FastAPI Next.js PyTorch

Jisa - AI Manga Translator

End-to-end manga translation system for OCR, inpainting, and Thai typesetting.

Overview

Jisa is an end-to-end manga translation system that uploads comic pages, detects speech bubbles, extracts text with OCR, translates it into Thai, removes the original text, and renders the translated text back into the page. The workflow combines a Python backend and a Next.js frontend to give users a local-first dashboard for uploading pages, monitoring progress, and reviewing original, cleaned, and translated results.

Problem & Solution

The Problem

Translating manga pages manually is slow and inconsistent.
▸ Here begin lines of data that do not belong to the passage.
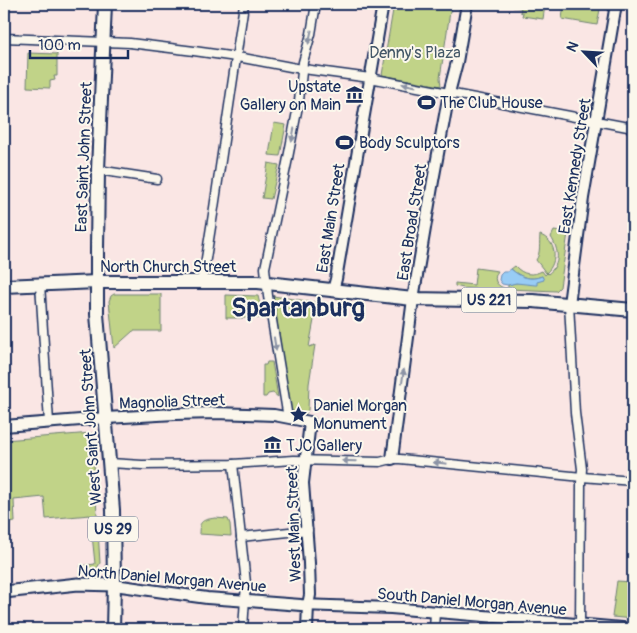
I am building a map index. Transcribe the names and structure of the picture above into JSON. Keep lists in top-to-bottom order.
{
  "streets": {
    "main road": [
      "East Saint John Street",
      "North Church Street",
      "US 221",
      "West Saint John Street",
      "US 29",
      "North Daniel Morgan Avenue"
    ],
    "street": [
      "East Kennedy Street",
      "East Main Street",
      "East Broad Street",
      "Magnolia Street",
      "West Main Street",
      "South Daniel Morgan Avenue"
    ]
  },
  "crossings": [
    ["East Saint John Street", "North Church Street"],
    ["East Saint John Street", "West Saint John Street"],
    ["East Kennedy Street", "US 221"],
    ["East Main Street", "North Church Street"],
    ["East Main Street", "US 221"],
    ["East Broad Street", "US 221"],
    ["North Church Street", "US 221"],
    ["North Church Street", "West Saint John Street"],
    ["Magnolia Street", "West Saint John Street"],
    ["Magnolia Street", "West Main Street"],
    ["West Saint John Street", "North Daniel Morgan Avenue"],
    ["West Main Street", "North Daniel Morgan Avenue"],
    ["West Main Street", "South Daniel Morgan Avenue"],
    ["North Daniel Morgan Avenue", "South Daniel Morgan Avenue"]
  ],
  "one_way": ["East Broad Street"],
  "districts": ["Spartanburg"],
  "parks": ["Denny's Plaza"],
  "places": {
    "museum": ["Upstate Gallery on Main", "TJC Gallery"],
    "sports": ["The Club House", "Body Sculptors"],
    "place": ["Daniel Morgan Monument"]
  },
  "scale_bar": "100 m",
  "north": "top left"
}
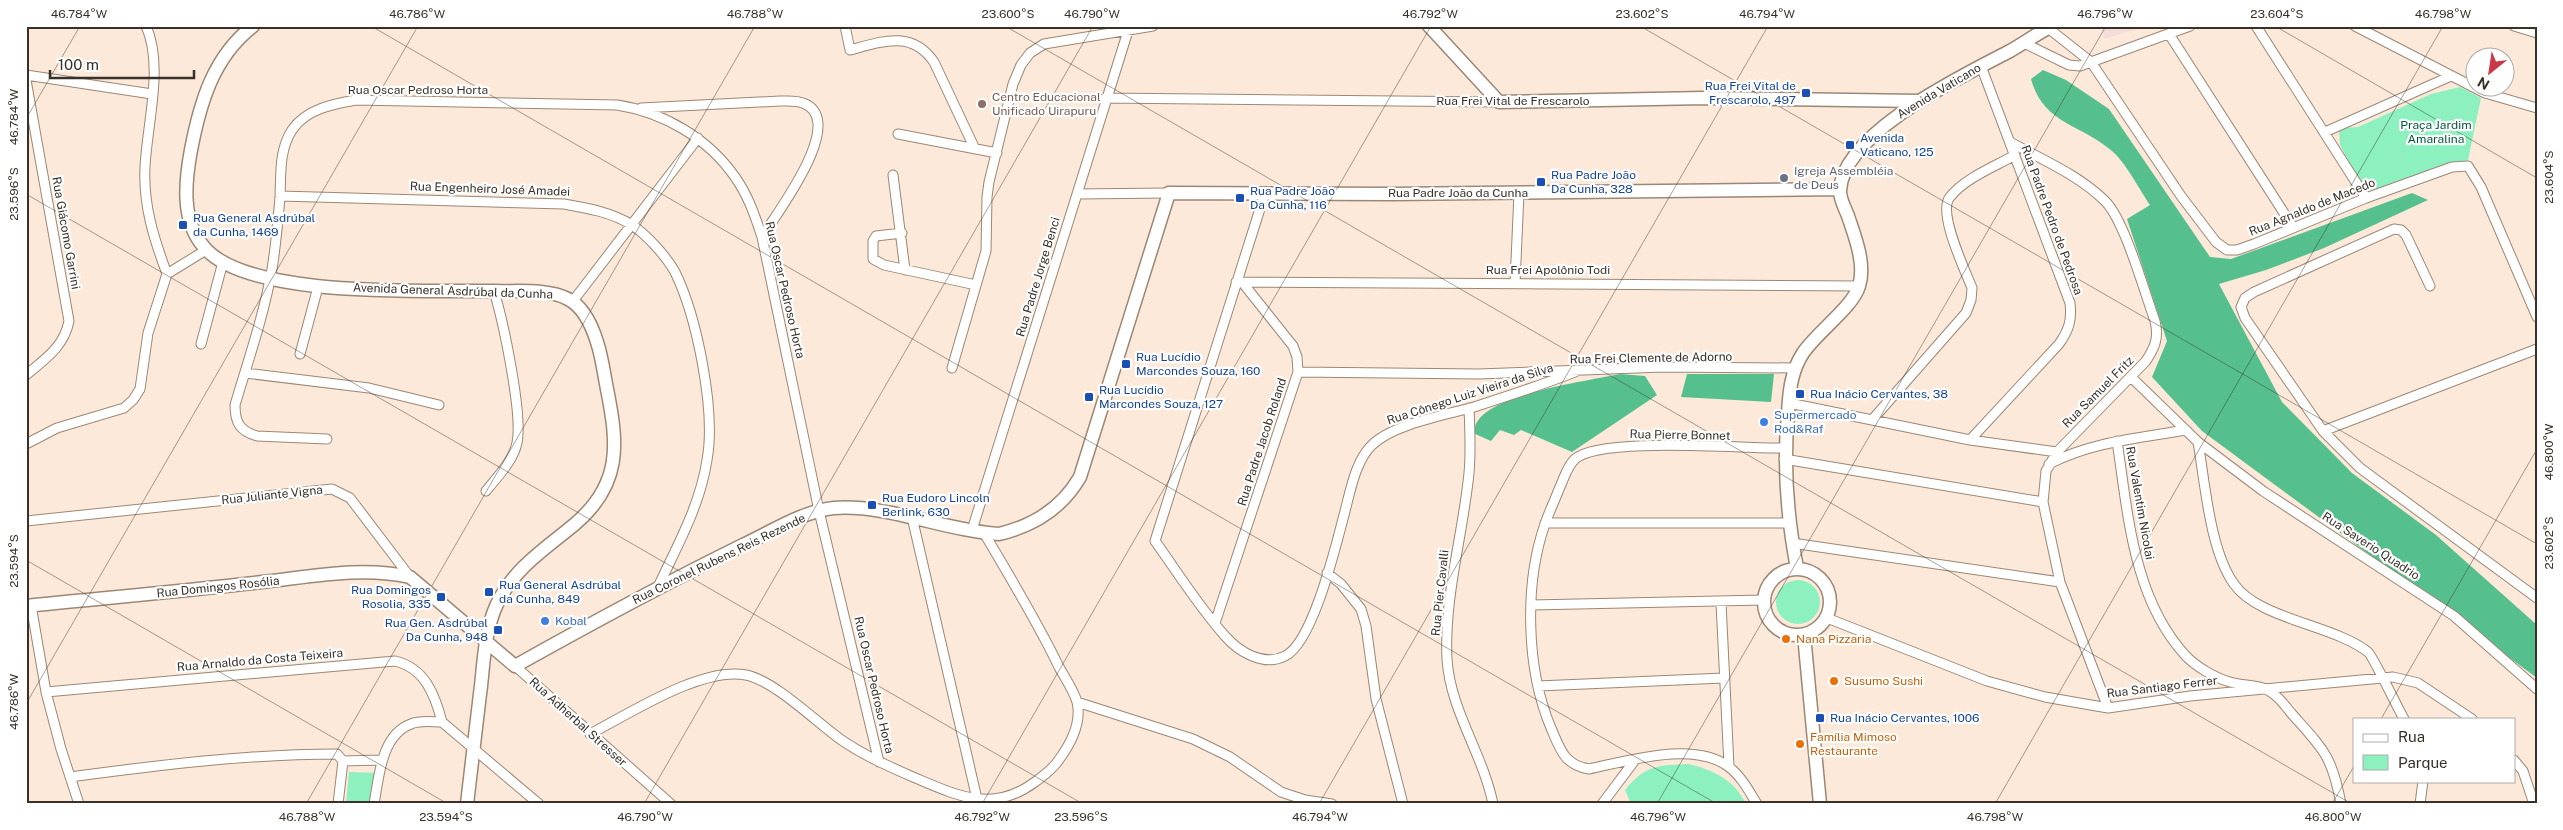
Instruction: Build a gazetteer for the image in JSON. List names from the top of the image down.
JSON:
{
  "streets": {
    "street": [
      "Rua Oscar Pedroso Horta",
      "Avenida Vaticano",
      "Rua Frei Vital de Frescarolo",
      "Rua Engenheiro José Amadei",
      "Rua Padre João da Cunha",
      "Rua Agnaldo de Macedo",
      "Rua Padre Pedro de Pedrosa",
      "Rua Giácomo Garrini",
      "Rua Frei Apolônio Todi",
      "Rua Padre Jorge Benci",
      "Avenida General Asdrúbal da Cunha",
      "Rua Frei Clemente de Adorno",
      "Rua Samuel Fritz",
      "Rua Cônego Luiz Vieira da Silva",
      "Rua Pierre Bonnet",
      "Rua Padre Jacob Roland",
      "Rua Juliante Vigna",
      "Rua Valentim Nicolai",
      "Rua Saverio Quadrio",
      "Rua Coronel Rubens Reis Rezende",
      "Rua Domingos Rosólia",
      "Rua Pier Cavalli",
      "Rua Arnaldo da Costa Teixeira",
      "Rua Santiago Ferrer",
      "Rua Adherbal Stresser"
    ]
  },
  "crossings": [
    ["Rua Oscar Pedroso Horta", "Rua Engenheiro José Amadei"],
    ["Rua Oscar Pedroso Horta", "Avenida General Asdrúbal da Cunha"],
    ["Rua Oscar Pedroso Horta", "Rua Coronel Rubens Reis Rezende"],
    ["Avenida Vaticano", "Rua Frei Vital de Frescarolo"],
    ["Avenida Vaticano", "Rua Padre João da Cunha"],
    ["Avenida Vaticano", "Rua Agnaldo de Macedo"],
    ["Avenida Vaticano", "Rua Padre Pedro de Pedrosa"],
    ["Rua Frei Vital de Frescarolo", "Rua Padre Jorge Benci"],
    ["Rua Engenheiro José Amadei", "Rua Coronel Rubens Reis Rezende"],
    ["Rua Padre João da Cunha", "Rua Padre Jorge Benci"],
    ["Rua Padre João da Cunha", "Rua Coronel Rubens Reis Rezende"],
    ["Rua Padre Pedro de Pedrosa", "Rua Samuel Fritz"],
    ["Rua Frei Apolônio Todi", "Rua Cônego Luiz Vieira da Silva"],
    ["Rua Frei Apolônio Todi", "Rua Padre Jacob Roland"],
    ["Rua Padre Jorge Benci", "Rua Coronel Rubens Reis Rezende"],
    ["Rua Frei Clemente de Adorno", "Rua Cônego Luiz Vieira da Silva"],
    ["Rua Frei Clemente de Adorno", "Rua Padre Jacob Roland"],
    ["Rua Samuel Fritz", "Rua Pierre Bonnet"],
    ["Rua Samuel Fritz", "Rua Saverio Quadrio"],
    ["Rua Samuel Fritz", "Rua Santiago Ferrer"],
    ["Rua Cônego Luiz Vieira da Silva", "Rua Padre Jacob Roland"],
    ["Rua Cônego Luiz Vieira da Silva", "Rua Pier Cavalli"],
    ["Rua Juliante Vigna", "Rua Domingos Rosólia"],
    ["Rua Juliante Vigna", "Rua Adherbal Stresser"],
    ["Rua Valentim Nicolai", "Rua Santiago Ferrer"],
    ["Rua Coronel Rubens Reis Rezende", "Rua Adherbal Stresser"]
  ],
  "parks": ["Praça Jardim Amaralina"],
  "places": {
    "transit": [
      "Rua Frei Vital de Frescarolo, 497",
      "Avenida Vaticano, 125",
      "Rua Padre João Da Cunha, 328",
      "Rua Padre João Da Cunha, 116",
      "Rua General Asdrúbal da Cunha, 1469",
      "Rua Lucídio Marcondes Souza, 160",
      "Rua Inácio Cervantes, 38",
      "Rua Lucídio Marcondes Souza, 127",
      "Rua Eudoro Lincoln Berlink, 630",
      "Rua General Asdrúbal da Cunha, 849",
      "Rua Domingos Rosolia, 335",
      "Rua Gen. Asdrúbal Da Cunha, 948",
      "Rua Inácio Cervantes, 1006"
    ],
    "other": [
      "Centro Educacional Unificado Uirapuru",
      "Igreja Assembléia de Deus",
      "Supermercado Rod&Raf",
      "Kobal",
      "Nana Pizzaria",
      "Susumo Sushi",
      "Família Mimoso Restaurante"
    ]
  },
  "legend": ["Rua", "Parque"],
  "scale_bar": "100 m",
  "north": "bottom left",
  "coordinates": [
    "46.784°W",
    "46.786°W",
    "46.788°W",
    "23.600°S",
    "46.790°W",
    "46.792°W",
    "23.602°S",
    "46.794°W",
    "46.796°W",
    "23.604°S",
    "46.798°W",
    "23.596°S",
    "46.800°W",
    "23.594°S"
  ]
}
A good translation is not enough on its own because the text must be extracted accurately, bubble regions cleaned up, and the translated dialogue typeset back into the page without breaking the layout or tone.

The Solution

Jisa automates the full workflow by detecting speech bubbles, OCRing each bubble, translating with page-level context, inpainting the original text out of the image, and typesetting the Thai translation back into the bubble regions while preserving the artwork and page structure.

Tech Stack

FastAPI + Uvicorn

Provides the Python backend HTTP API and job orchestration layer for the image processing pipeline.

OpenCV, NumPy, Pillow

Handle image manipulation, cleaning, masking, and processing tasks across the manga page workflow.

PyTorch + Ultralytics

Support the segmentation models used for bubble detection and refinement.

Next.js 16 + React 19

Drives the frontend dashboard for uploads, status tracking, and reviewing processed pages.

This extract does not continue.